By: anon (anon.delete@this.anon.com), August 17, 2014 2:40 am
Room: Moderated Discussions
Aaron Spink (aaronspink.delete@this.notearthlink.net) on August 17, 2014 12:42 am wrote:
> anon (anon.delete@this.anon.com) on August 17, 2014 12:10 am wrote:
> > I'd like to see actual evidence of this. Of course we've
> > all seen graphs showing the opposite -- that release
> > consistency (weak ordering with release barriers) is more performant than strong and processor ordering.
> >
> Most of the evidence is anecdotal in nature. Some is this is because processors that are strongly ordered
> tend to spend some extra hardware resources to increase performance (most x86), second because the programmers
> tend to be extra cautious on weakly ordered architectures because they've been burned too much.
>
> > On the other hand, those have tended to be on academic papers, and the most recent one I've seen
> > is quite old.

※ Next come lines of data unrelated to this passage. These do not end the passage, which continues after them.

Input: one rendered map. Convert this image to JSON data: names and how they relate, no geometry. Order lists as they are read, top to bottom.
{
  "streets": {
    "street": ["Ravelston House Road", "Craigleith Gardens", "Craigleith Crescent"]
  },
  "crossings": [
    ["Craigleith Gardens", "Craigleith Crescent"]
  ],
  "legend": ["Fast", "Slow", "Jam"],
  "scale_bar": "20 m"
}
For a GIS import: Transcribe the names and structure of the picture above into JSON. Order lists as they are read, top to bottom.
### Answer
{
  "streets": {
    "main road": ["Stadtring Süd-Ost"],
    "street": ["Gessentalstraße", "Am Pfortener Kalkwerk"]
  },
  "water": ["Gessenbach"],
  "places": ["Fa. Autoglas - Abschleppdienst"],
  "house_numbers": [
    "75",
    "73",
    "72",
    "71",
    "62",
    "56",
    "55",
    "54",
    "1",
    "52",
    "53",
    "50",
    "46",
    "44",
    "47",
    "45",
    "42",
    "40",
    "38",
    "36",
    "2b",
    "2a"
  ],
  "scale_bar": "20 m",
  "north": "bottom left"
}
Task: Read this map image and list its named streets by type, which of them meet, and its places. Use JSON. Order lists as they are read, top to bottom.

So I don't put a lot of stock in those, for modern CPUs and real applications.
> >
> As I said, this tends to be one of those areas where theory and practice
> don't exactly mesh. Academic papers tend to me more theory.
Right, but anecdotes and practice are notoriously unreliable as well. Even from experts, with no offense intended to you or Linus.
>
>
> > That said, I've never seen anywhere evidence (except anecdotal and not very convincing) evidence
> > of the opposite. Keep in mind that implementations can always choose to implement stronger ordering
> > than specified (I think I've read that many ARM implementations do this, for example). Possibly
> > that is done for compatibility and/or ease of hardware implementation. But if it were a performance
> > advantage, you would expect to see IBM going that way. Because they actually *do* support the option
> > for x86-like ordering in recent POWER CPUs, but they keep their weak ordering around.
> >
> Even if they implement stronger ordering than specified, it is just laying a mine field in the future. One
> example is the EV5 to EV6 transition, where EV5 was much more strict than the actual architecture which resulted
> in numerous hard to track down bugs when EV6 released. EV6 was WaA but the software wasn't.

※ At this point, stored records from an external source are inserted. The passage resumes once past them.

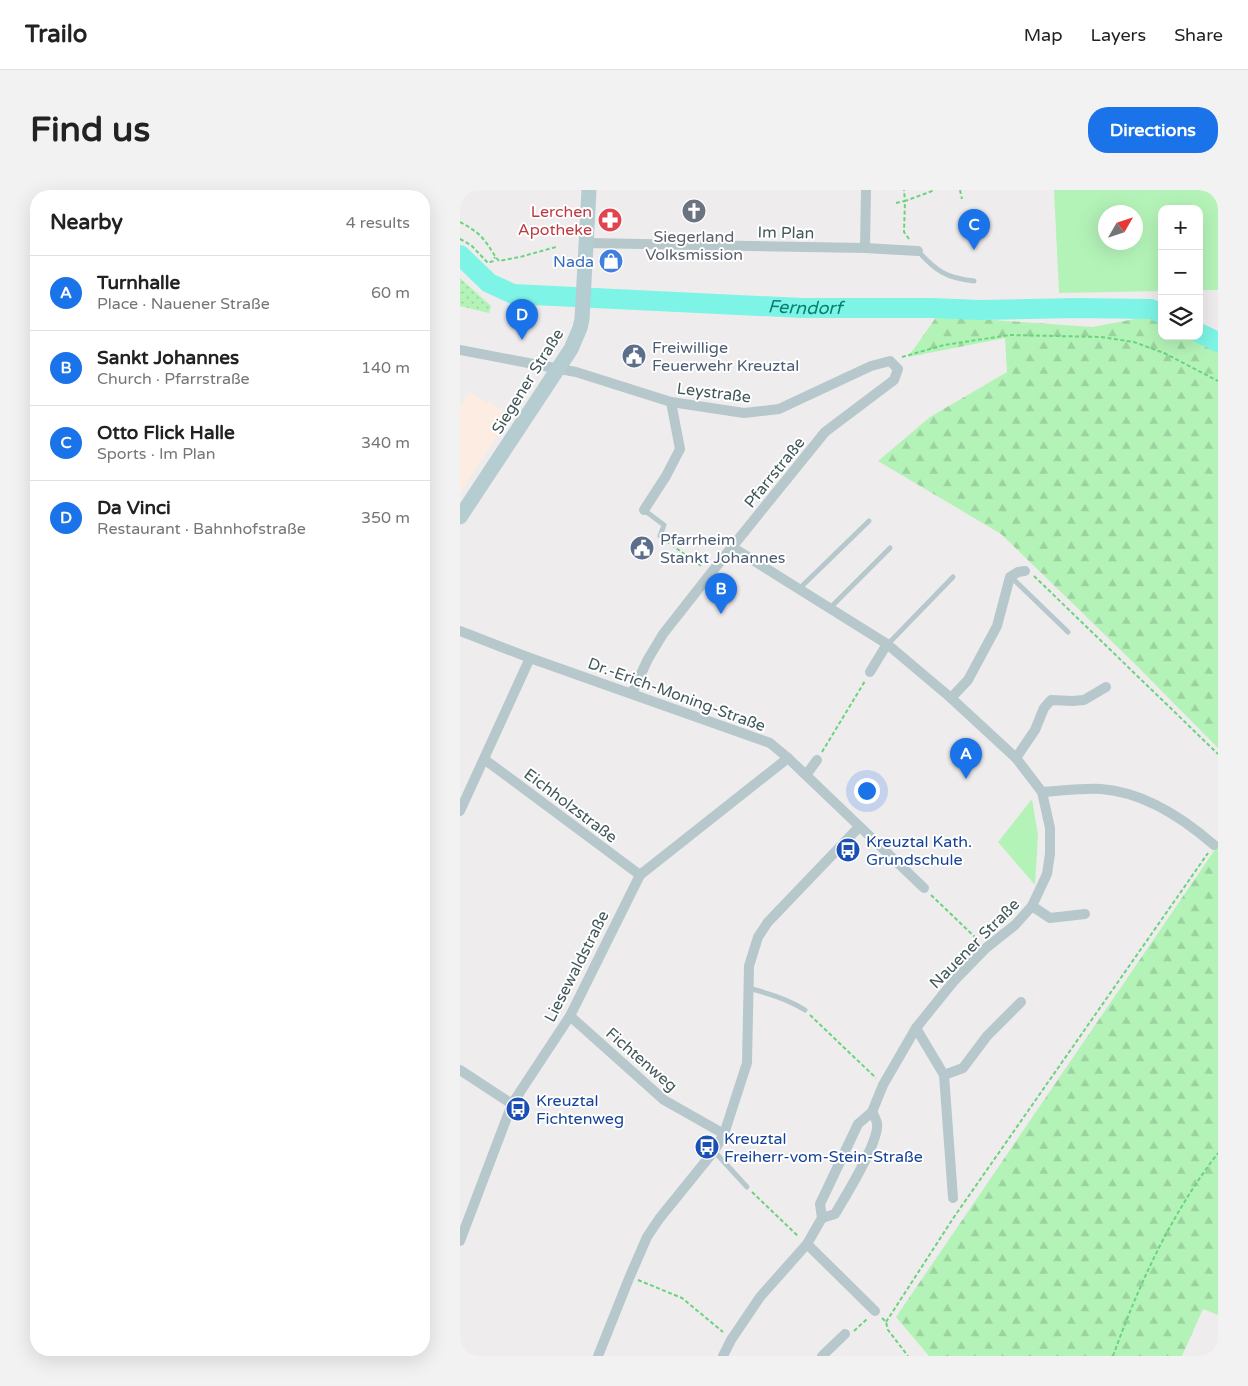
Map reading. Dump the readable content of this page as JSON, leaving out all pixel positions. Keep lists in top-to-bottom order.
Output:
{
  "streets": {
    "main road": ["Siegener Straße"],
    "street": [
      "Im Plan",
      "Leystraße",
      "Pfarrstraße",
      "Dr.-Erich-Moning-Straße",
      "Eichholzstraße",
      "Nauener Straße",
      "Liesewaldstraße",
      "Fichtenweg"
    ]
  },
  "crossings": [
    ["Im Plan", "Siegener Straße"],
    ["Siegener Straße", "Leystraße"],
    ["Leystraße", "Pfarrstraße"],
    ["Pfarrstraße", "Dr.-Erich-Moning-Straße"],
    ["Pfarrstraße", "Nauener Straße"],
    ["Dr.-Erich-Moning-Straße", "Liesewaldstraße"],
    ["Eichholzstraße", "Liesewaldstraße"],
    ["Liesewaldstraße", "Fichtenweg"]
  ],
  "water": ["Ferndorf"],
  "places": {
    "church": ["Siegerland Volksmission"],
    "pharmacy": ["Lerchen Apotheke"],
    "shop": ["Nada"],
    "public building": ["Freiwillige Feuerwehr Kreuztal", "Pfarrheim Stankt Johannes"],
    "bus stop": ["Kreuztal Kath. Grundschule", "Kreuztal Fichtenweg", "Kreuztal Freiherr-vom-Stein-Straße"]
  },
  "north": "top right",
  "page": {
    "header": "Trailo",
    "nav": ["Map", "Layers", "Share"],
    "buttons": "Directions",
    "title": "Find us",
    "heading": ["Nearby", "4 results"],
    "map_buttons": ["+", "−"],
    "pins": [
      "C",
      "D",
      "B",
      "A"
    ],
    "list": [
      {
        "mark": "A",
        "name": "Turnhalle",
        "note": "Place · Nauener Straße",
        "value": "60 m"
      },
      {
        "mark": "B",
        "name": "Sankt Johannes",
        "note": "Church · Pfarrstraße",
        "value": "140 m"
      },
      {
        "mark": "C",
        "name": "Otto Flick Halle",
        "note": "Sports · Im Plan",
        "value": "340 m"
      },
      {
        "mark": "D",
        "name": "Da Vinci",
        "note": "Restaurant · Bahnhofstraße",
        "value": "350 m"
      }
    ]
  }
}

The point is that there is no minefield in going the *other* way. Maybe they create a minefield if they ever want to switch back, but if it is unquestioningly better to go with stronger ordering, then they have no barrier to make the transition.
> > It would actually be an interesting study to run native powerpc code under strong ordering mode vs weak,
> > and examine the performance difference. Obviously it would just be a single data point, not evidence of
> > general case, because different levels of optimization probably went into it (Intel probably spent far
> > more effort to optimize processor ordering than IBM did!). But still it would be interesting, IMO.
> >
> One effect that contributes to the issue is that architects for weakly ordered
> MOMs tend to not devote resources to having the corner cases be fast.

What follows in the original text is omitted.